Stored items
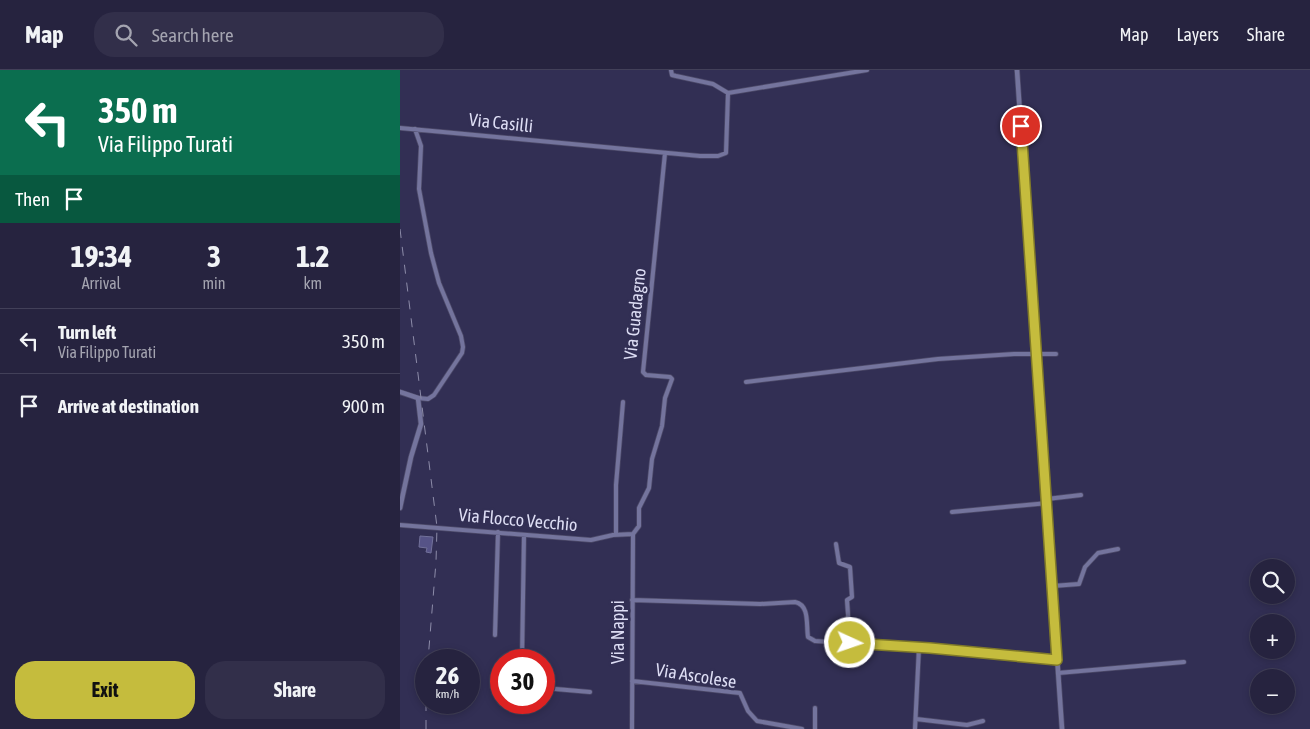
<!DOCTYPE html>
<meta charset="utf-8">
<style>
body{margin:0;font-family:"Asap Condensed",sans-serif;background:#322f4a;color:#f1f3f6;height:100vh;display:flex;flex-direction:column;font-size:19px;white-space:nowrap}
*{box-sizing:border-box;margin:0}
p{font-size:16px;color:#a4a4b0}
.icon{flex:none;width:28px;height:28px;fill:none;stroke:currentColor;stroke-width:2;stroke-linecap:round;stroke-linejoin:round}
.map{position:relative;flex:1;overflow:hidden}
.panel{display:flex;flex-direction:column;background:#26233f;width:400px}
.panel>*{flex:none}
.guide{background:#0b6e4f;color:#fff;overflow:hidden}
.tools{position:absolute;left:850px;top:489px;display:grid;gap:10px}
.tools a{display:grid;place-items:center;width:45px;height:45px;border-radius:50%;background:#26233f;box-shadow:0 2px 8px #0003,0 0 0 1px #424059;font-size:25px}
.speed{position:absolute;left:15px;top:579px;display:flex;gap:10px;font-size:25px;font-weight:700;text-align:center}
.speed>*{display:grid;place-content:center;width:65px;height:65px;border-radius:50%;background:#26233f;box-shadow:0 2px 8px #0003,0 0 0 1px #424059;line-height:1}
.speed small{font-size:12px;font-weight:400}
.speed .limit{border:8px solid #d22;background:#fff;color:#111}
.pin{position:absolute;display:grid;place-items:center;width:42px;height:42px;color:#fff;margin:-21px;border:2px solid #fff;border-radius:50%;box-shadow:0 1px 5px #0007}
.me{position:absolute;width:55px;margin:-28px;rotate:93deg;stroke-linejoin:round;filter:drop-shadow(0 0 4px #0008)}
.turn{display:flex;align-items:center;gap:18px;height:105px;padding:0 15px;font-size:22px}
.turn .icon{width:65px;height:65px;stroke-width:2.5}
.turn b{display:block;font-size:35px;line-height:42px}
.then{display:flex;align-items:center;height:48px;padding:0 15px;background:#0003;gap:10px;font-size:19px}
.eta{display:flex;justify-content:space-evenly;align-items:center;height:85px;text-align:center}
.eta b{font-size:30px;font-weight:700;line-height:35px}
.button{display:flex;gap:10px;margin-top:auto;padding:10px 15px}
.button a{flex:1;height:58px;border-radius:20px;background:#c5bc3d;color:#111;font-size:20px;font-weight:700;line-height:58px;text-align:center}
.button a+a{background:#322f4a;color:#f1f3f6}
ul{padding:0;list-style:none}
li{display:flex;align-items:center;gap:15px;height:65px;padding:0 15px;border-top:1px solid #424059}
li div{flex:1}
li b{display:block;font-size:19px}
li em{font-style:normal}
header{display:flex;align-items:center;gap:30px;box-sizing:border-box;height:70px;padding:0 25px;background:#26233f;border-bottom:1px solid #424059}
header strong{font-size:24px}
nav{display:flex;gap:28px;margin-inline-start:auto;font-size:18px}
.search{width:350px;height:45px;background:#322f4a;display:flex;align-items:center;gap:12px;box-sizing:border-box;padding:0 18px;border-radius:20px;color:#a4a4b0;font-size:19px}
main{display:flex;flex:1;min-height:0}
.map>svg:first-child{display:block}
.building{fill:#565387;stroke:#72719a}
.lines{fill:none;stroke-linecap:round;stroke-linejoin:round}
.minor-casing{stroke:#4d4a69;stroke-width:5.5}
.tertiary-casing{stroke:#4d4a69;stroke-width:6}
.minor{stroke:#74749d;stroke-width:4}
.tertiary{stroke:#74749d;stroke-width:4.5}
.rail{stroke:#8d8ca9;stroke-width:1;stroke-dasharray:9 9;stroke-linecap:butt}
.route-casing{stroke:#807a28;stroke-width:12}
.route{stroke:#c5bc3d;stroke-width:9}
.labels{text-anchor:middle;stroke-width:5;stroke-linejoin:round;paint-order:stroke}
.street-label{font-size:18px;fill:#ddddf4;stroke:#322f54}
</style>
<header>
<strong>Map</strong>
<div class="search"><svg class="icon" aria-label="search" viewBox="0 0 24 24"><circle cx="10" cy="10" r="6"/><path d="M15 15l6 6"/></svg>Search here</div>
<nav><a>Map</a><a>Layers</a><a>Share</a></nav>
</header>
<main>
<section class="panel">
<div class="guide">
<div class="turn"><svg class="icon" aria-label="left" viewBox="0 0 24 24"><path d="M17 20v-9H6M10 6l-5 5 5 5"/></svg><div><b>350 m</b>Via Filippo Turati</div></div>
<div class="then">Then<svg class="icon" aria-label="arrive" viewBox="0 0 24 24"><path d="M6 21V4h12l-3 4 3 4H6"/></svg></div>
</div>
<div class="eta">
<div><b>19:34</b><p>Arrival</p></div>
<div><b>3</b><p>min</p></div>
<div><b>1.2</b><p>km</p></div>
</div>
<ul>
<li><svg class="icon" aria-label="left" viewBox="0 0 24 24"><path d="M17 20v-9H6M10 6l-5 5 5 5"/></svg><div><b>Turn left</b><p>Via Filippo Turati</p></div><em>350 m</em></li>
<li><svg class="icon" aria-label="arrive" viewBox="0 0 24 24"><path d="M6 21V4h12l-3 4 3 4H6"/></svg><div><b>Arrive at destination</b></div><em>900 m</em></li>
</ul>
<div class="button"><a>Exit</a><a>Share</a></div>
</section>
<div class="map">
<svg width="910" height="659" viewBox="0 0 910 659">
<rect width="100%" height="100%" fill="#322f54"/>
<path class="building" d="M20,466L33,467L31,483L26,482L27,478L19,477Z"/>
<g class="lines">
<defs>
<path id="minor" d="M271,0L272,5L276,6L313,14L328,23L467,0
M0,58L300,86H318L326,83L328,23
M15,59L21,76L19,119L31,183L39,213L61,266L63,277L62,283L34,325L28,329L18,328
M346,312L538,289L614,284H656
M647,429L681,425
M552,442L648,433
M0,455L191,470L213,465L233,464
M233,464L239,456V438L249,418L252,389L262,356L265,328L272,309L270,307L246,305L243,302L265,83
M216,465V415L223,332
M436,474L439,493L450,497L452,527L447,530L450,573
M653,516L679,514L685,497L698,483L718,479
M232,530L360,534L395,532C410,535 406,555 408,567L415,571L530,578L657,590
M95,565L98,462
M122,590L124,465
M658,603L784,592
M232,611L340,623L348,641L357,651L402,659
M144,618L190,622
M415,638V659
M516,649L567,655L583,651
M232,659L233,464
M515,659L519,577"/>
<path id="tertiary" d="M617,0L662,659
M0,322L18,328L21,354L11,387L0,438"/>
</defs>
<use href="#minor" class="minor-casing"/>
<use href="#tertiary" class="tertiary-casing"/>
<use href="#minor" class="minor"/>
<use href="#tertiary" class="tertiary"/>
<path class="rail" d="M0,159L37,457L36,492L28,590
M26,659V613"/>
</g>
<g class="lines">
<defs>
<path id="route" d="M450,573L530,578L657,590L621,56"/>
</defs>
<use href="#route" class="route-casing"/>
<use href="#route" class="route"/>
</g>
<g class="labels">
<g class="street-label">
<text transform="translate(101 53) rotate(6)" y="6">Via Casilli</text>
<text transform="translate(235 244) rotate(-84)" y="6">Via Guadagno</text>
<text transform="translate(118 450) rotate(5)" y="6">Via Flocco Vecchio</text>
<text transform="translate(218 562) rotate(-90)" y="6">Via Nappi</text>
<text transform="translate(296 606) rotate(9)" y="6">Via Ascolese</text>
</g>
</g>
</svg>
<div class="tools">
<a><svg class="icon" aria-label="search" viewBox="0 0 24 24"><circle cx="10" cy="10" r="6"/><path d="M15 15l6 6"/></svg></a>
<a>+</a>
<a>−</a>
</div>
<div class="speed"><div>26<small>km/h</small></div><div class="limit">30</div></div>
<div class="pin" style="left:621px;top:56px;background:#d93025"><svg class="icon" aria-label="arrive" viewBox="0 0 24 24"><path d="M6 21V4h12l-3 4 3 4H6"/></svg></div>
<svg class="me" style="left:450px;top:573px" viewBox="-20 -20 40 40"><circle r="17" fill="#c5bc3d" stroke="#fff" stroke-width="3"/><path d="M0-11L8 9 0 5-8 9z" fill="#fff"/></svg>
</div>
</main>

● Action item:
Every line in the records above that contains the word "grid" should be copied out.

● Exercise result:
.tools{position:absolute;left:850px;top:489px;display:grid;gap:10px}
.tools a{display:grid;place-items:center;width:45px;height:45px;border-radius:50%;background:#26233f;box-shadow:0 2px 8px #0003,0 0 0 1px #424059;font-size:25px}
.speed>*{display:grid;place-content:center;width:65px;height:65px;border-radius:50%;background:#26233f;box-shadow:0 2px 8px #0003,0 0 0 1px #424059;line-height:1}
.pin{position:absolute;display:grid;place-items:center;width:42px;height:42px;color:#fff;margin:-21px;border:2px solid #fff;border-radius:50%;box-shadow:0 1px 5px #0007}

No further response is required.